The Practice creator David E. Kelley created a spin-off series, Boston Legal, featuring Shatner's character Denny Crane in 2004. Law partner and master litigator Crane acts as a mentor of sorts to Alan Shore (played by James Spader). For his work on the series, Shatner won his second Emmy—this time for Outstanding Supporting Actor in a Drama Series—in 2005. Two nominations in this category followed in 2006 and in 2007.
In 2008, Shatner began work on Shatner's Raw Nerve a celebrity interview program on the Biography Channel. During the show's run, Shatner has spoken with a variety of guests, including Valerie Bertinelli, Rush Limbaugh and Jenna Jameson. In addition to hosting Raw Nerve, Shatner is working on another Biography Channel project entitled Aftermath with William Shatner. The program, which is slated to air in the summer of 2010, focuses on the stories of ordinary citizens who became overnight celebrities. Also in 2010, Shatner will star in the CBS sitcom $#*! My Dad Says, a show based on a Twitter feed of the same name.
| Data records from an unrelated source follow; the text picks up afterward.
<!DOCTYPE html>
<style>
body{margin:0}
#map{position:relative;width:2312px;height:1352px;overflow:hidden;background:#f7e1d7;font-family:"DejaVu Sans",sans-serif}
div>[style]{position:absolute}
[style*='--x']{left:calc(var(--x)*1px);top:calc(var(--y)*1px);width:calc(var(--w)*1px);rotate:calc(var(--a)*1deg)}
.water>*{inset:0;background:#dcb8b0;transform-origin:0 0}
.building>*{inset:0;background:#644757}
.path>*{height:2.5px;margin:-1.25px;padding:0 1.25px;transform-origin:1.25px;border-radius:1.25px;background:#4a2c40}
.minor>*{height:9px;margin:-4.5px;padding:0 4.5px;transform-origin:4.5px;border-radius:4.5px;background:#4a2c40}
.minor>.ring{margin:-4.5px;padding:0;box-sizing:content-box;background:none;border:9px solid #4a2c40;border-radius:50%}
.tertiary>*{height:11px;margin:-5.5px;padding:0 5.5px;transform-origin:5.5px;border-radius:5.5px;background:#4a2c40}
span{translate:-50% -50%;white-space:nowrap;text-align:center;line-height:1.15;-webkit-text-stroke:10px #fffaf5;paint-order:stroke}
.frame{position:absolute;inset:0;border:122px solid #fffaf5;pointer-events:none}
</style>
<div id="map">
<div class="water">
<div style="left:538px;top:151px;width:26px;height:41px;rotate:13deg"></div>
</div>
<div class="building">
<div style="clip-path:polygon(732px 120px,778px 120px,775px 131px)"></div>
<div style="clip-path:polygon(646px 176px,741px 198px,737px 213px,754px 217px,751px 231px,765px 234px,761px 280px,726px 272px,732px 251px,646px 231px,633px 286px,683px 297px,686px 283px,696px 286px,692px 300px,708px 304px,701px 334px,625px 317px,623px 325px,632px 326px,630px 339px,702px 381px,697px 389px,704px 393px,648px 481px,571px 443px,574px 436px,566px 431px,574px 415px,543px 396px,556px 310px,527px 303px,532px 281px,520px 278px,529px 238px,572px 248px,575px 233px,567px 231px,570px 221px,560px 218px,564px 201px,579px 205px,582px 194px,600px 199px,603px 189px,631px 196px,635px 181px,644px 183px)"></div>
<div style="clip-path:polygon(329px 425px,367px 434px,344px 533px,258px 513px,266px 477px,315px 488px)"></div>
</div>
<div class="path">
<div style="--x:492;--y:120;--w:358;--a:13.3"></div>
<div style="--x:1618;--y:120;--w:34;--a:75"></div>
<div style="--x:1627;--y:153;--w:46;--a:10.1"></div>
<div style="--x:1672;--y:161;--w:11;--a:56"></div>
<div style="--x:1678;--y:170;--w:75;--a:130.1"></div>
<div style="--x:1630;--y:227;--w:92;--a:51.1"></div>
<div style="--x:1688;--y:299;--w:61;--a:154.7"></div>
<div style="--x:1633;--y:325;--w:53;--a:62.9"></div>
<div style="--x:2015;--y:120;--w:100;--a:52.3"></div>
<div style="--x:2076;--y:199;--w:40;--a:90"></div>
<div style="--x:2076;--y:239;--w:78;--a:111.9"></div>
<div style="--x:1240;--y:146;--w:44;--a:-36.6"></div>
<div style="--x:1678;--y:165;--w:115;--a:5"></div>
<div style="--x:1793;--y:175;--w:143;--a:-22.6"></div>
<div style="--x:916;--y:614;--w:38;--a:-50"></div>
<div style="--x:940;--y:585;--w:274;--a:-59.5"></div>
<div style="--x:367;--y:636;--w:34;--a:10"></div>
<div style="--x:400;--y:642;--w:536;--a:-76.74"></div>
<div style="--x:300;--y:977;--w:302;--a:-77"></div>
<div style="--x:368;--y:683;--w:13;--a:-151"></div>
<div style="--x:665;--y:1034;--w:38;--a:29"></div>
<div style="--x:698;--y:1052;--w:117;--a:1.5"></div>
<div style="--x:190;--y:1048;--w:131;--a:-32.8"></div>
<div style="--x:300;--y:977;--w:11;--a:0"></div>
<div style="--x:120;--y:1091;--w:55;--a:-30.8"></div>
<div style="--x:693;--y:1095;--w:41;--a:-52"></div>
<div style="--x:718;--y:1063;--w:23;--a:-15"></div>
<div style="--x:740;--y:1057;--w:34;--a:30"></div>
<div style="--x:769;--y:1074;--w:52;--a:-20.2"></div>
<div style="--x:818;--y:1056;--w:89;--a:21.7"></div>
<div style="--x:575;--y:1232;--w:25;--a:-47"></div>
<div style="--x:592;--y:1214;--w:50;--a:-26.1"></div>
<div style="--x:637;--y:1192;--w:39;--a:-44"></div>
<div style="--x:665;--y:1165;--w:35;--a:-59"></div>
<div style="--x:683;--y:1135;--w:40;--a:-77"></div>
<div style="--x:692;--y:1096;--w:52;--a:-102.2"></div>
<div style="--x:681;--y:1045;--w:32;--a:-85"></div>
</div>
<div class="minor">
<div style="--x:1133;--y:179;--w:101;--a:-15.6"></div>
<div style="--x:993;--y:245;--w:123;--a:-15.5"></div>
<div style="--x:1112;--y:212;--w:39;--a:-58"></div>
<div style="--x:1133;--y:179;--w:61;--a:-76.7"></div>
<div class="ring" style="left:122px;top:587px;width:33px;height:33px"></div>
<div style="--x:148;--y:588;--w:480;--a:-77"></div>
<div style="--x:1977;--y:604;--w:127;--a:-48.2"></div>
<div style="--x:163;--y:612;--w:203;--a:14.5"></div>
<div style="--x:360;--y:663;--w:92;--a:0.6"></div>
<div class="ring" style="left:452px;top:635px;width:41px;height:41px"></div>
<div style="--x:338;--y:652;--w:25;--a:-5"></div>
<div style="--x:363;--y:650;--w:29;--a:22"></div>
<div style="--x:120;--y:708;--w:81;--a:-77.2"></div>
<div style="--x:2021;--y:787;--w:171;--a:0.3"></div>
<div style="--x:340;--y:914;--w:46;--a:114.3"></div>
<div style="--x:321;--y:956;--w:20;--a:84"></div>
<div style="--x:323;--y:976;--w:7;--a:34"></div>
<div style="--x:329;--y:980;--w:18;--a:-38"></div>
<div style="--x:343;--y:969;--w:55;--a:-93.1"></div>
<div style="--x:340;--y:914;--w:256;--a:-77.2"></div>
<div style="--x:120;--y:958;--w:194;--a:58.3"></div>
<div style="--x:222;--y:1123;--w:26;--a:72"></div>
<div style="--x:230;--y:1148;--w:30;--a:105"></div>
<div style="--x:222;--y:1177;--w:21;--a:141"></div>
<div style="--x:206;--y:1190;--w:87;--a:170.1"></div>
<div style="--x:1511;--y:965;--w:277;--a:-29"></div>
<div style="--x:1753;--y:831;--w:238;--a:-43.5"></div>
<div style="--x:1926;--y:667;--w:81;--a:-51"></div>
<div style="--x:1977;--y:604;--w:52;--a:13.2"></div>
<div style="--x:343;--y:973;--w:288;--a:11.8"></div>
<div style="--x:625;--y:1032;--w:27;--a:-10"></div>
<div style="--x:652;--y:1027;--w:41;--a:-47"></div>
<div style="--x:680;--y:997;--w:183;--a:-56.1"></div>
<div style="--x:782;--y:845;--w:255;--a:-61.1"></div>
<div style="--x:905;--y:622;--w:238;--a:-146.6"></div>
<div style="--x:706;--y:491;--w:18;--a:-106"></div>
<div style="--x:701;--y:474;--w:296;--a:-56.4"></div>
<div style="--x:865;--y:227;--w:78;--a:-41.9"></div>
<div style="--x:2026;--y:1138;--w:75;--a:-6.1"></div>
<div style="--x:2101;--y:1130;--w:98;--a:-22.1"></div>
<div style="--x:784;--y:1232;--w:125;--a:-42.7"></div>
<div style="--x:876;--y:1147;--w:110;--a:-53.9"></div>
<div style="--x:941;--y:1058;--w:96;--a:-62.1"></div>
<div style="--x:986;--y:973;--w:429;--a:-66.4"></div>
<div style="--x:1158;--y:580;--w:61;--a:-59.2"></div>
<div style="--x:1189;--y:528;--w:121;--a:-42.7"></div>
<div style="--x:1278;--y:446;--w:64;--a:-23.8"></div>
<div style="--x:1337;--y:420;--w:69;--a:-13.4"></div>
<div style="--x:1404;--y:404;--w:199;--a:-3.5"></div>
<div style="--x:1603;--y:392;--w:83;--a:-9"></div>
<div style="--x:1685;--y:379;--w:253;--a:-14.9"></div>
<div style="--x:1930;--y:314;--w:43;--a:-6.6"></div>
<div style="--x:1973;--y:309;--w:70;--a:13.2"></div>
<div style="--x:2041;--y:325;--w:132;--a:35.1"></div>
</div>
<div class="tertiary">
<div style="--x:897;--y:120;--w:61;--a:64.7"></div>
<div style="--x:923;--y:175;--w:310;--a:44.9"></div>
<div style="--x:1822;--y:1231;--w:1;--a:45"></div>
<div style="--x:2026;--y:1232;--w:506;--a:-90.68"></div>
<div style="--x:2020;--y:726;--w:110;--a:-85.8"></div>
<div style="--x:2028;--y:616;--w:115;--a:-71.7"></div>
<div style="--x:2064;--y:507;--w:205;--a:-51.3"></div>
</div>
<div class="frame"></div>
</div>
In addition to acting, Shatner has experienced great success as an author. During the writers' strike of 1987, he transformed a screenplay idea into a novel. The result was TekWar (1989), a work of science fiction featuring a middle-aged private detective working in the twenty-second century. More Tek titles followed and were later adapted for television. More recently, Shatner has worked with Judith and Garfield Reeves-Stevens to create a series of Star Trek novels.
Also a veteran of nonfiction, Shatner co-authored Star Trek Memories (1993) and Star Trek Movie Memories (1994) with Chris Kreski. He and Kreski also worked together on Get a Life! (1999), a look at the whole Star Trek fan phenomenon. His most recent work is Up Till Now: The Autobiography (2008) with David Fisher.
His personal life has been filled with many ups and downs. From 1956 to 1969, he was married to Canadian actress Gloria Rand. The couple had three children together. Shatner married actress Marcy Lafferty in 1973. That marriage ended in divorce in 1996. Shortly thereafter, he married model Nerine Kidd. Kidd's life came to a tragic end in 1999. She accidentally drowned in a pool at the Shatners' home in Studio City, California. After such a tragic loss, Shatner was able to find happiness with Elizabeth J. Martin, a horse breeder. The couple married in 2001. As part of his own love of horses, Shatner started the annual Hollywood Charity Horse Show to raise funds for children's charities in 1990.